▸ **TASK DIRECTIONS**
Given the records below, pull every line with the word "place" into the answer.

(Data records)

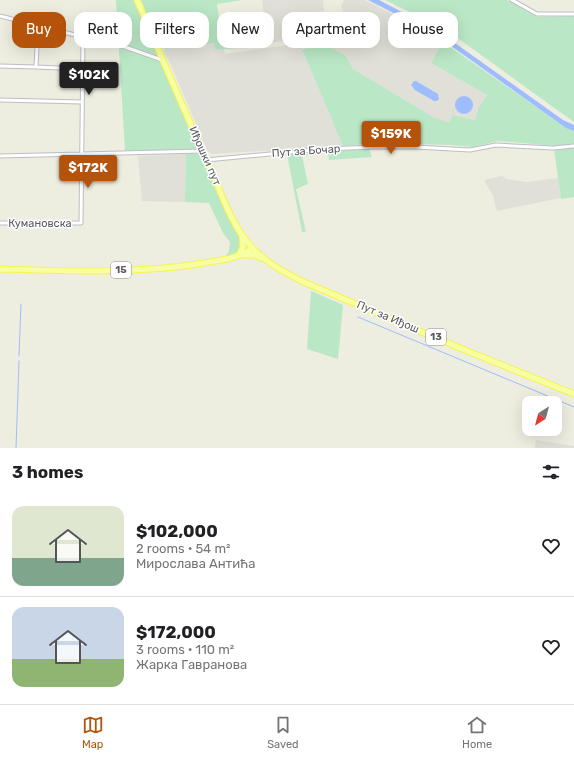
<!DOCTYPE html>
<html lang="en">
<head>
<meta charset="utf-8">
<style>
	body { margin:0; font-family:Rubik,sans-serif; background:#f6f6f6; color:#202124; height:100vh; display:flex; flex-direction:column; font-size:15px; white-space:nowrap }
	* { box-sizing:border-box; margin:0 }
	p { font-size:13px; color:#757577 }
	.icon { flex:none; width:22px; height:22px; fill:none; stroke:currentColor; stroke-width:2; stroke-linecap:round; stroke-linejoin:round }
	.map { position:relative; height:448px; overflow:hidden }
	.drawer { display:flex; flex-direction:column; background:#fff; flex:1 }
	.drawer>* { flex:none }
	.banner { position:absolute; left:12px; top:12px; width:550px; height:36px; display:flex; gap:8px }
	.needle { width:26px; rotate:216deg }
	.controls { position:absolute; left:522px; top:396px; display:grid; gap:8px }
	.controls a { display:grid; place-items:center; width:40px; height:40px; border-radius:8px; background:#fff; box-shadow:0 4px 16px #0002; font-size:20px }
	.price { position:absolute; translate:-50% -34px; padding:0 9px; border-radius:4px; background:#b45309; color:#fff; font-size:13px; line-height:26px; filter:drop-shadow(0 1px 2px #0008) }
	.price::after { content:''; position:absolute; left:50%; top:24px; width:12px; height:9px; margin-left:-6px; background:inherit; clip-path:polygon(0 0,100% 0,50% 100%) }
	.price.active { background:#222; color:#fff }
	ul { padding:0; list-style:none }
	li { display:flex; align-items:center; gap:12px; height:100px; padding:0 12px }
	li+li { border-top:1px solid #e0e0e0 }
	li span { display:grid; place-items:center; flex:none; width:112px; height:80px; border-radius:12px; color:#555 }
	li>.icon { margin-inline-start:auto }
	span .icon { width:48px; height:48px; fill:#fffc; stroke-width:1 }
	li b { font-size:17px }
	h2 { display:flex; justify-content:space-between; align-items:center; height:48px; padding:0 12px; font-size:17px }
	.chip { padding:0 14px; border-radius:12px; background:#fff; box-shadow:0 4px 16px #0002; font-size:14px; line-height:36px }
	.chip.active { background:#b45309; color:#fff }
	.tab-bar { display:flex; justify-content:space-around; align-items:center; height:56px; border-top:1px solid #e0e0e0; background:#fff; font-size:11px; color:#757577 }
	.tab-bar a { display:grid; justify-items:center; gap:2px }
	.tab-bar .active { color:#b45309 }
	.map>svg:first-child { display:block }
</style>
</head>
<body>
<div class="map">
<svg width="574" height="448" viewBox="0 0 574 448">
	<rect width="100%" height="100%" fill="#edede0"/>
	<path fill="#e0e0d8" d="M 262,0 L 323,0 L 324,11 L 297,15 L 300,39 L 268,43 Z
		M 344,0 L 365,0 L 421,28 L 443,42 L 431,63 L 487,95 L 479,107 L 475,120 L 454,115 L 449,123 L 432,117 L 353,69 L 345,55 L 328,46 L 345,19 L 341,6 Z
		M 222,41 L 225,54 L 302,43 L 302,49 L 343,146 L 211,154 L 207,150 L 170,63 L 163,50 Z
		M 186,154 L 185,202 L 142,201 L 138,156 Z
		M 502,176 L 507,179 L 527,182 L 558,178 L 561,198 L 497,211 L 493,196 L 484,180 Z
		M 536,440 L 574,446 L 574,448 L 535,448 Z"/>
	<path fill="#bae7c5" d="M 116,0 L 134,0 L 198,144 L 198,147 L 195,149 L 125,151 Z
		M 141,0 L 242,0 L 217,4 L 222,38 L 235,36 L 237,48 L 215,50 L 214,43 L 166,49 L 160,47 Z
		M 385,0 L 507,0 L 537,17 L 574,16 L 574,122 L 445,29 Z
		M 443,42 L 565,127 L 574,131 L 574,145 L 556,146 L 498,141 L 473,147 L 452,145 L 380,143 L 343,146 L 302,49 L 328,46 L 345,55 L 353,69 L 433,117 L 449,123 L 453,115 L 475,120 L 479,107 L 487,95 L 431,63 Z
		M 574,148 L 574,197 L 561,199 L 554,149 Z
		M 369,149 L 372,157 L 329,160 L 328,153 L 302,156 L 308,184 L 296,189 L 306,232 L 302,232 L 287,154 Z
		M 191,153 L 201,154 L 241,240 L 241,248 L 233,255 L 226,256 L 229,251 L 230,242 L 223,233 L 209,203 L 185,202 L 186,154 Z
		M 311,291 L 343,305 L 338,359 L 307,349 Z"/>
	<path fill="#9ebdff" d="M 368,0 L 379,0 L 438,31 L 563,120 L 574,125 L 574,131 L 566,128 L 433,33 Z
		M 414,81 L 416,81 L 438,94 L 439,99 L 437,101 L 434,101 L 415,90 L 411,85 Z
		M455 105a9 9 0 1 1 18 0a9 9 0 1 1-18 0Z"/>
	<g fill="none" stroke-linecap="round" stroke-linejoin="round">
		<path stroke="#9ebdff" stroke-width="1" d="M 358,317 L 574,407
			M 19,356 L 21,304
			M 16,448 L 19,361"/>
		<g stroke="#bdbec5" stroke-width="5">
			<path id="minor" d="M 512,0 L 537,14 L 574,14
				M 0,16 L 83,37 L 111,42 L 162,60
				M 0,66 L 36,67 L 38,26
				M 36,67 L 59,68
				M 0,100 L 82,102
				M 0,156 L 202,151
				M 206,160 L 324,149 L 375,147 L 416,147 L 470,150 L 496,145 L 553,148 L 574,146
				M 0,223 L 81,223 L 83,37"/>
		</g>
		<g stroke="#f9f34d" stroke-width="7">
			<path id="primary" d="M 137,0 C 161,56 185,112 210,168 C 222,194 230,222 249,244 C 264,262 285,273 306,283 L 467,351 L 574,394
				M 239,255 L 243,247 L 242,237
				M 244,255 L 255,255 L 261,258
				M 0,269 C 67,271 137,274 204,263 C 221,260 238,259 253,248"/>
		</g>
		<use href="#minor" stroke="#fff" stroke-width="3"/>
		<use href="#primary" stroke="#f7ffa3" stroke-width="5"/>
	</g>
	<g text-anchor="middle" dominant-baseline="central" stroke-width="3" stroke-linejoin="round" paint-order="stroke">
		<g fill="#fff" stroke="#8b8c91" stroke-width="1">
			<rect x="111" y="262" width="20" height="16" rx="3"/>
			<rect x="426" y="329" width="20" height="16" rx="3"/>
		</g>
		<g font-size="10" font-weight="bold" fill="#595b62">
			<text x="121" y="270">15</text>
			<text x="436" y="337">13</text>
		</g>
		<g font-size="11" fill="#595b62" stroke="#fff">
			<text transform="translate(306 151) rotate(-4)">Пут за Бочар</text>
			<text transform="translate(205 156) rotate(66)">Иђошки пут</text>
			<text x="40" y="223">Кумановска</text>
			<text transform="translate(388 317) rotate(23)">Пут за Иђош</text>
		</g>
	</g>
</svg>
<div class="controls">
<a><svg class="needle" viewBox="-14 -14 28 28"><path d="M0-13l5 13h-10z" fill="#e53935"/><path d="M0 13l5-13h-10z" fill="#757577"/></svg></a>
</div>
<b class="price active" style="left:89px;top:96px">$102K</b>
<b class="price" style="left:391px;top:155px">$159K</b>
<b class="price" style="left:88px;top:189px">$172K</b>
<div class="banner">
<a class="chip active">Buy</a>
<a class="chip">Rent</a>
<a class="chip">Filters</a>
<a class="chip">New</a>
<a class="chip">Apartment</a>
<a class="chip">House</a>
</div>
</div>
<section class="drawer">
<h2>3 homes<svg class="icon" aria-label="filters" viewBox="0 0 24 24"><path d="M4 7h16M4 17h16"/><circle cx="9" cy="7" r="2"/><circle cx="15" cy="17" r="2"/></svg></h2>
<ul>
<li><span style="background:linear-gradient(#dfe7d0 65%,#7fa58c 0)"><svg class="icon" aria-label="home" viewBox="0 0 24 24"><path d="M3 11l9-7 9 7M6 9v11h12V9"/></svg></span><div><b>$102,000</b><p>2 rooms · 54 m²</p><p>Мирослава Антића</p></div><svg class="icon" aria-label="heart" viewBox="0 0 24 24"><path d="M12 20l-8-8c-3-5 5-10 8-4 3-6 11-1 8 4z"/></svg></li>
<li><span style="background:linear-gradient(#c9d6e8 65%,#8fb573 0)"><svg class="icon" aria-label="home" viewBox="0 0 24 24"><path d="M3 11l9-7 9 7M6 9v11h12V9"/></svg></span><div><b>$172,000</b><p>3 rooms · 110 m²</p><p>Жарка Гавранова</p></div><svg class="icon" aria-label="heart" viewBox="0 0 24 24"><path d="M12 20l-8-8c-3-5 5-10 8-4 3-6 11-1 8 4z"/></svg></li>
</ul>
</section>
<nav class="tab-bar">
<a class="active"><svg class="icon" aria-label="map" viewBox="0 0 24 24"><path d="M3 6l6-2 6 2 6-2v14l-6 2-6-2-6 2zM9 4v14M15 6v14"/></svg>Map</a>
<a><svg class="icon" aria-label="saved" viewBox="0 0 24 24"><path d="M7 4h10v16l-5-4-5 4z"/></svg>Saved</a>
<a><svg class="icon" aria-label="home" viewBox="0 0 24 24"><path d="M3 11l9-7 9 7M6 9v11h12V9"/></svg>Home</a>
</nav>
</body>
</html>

▸ **COMPLETED EXERCISE**
	.controls a { display:grid; place-items:center; width:40px; height:40px; border-radius:8px; background:#fff; box-shadow:0 4px 16px #0002; font-size:20px }
	li span { display:grid; place-items:center; flex:none; width:112px; height:80px; border-radius:12px; color:#555 }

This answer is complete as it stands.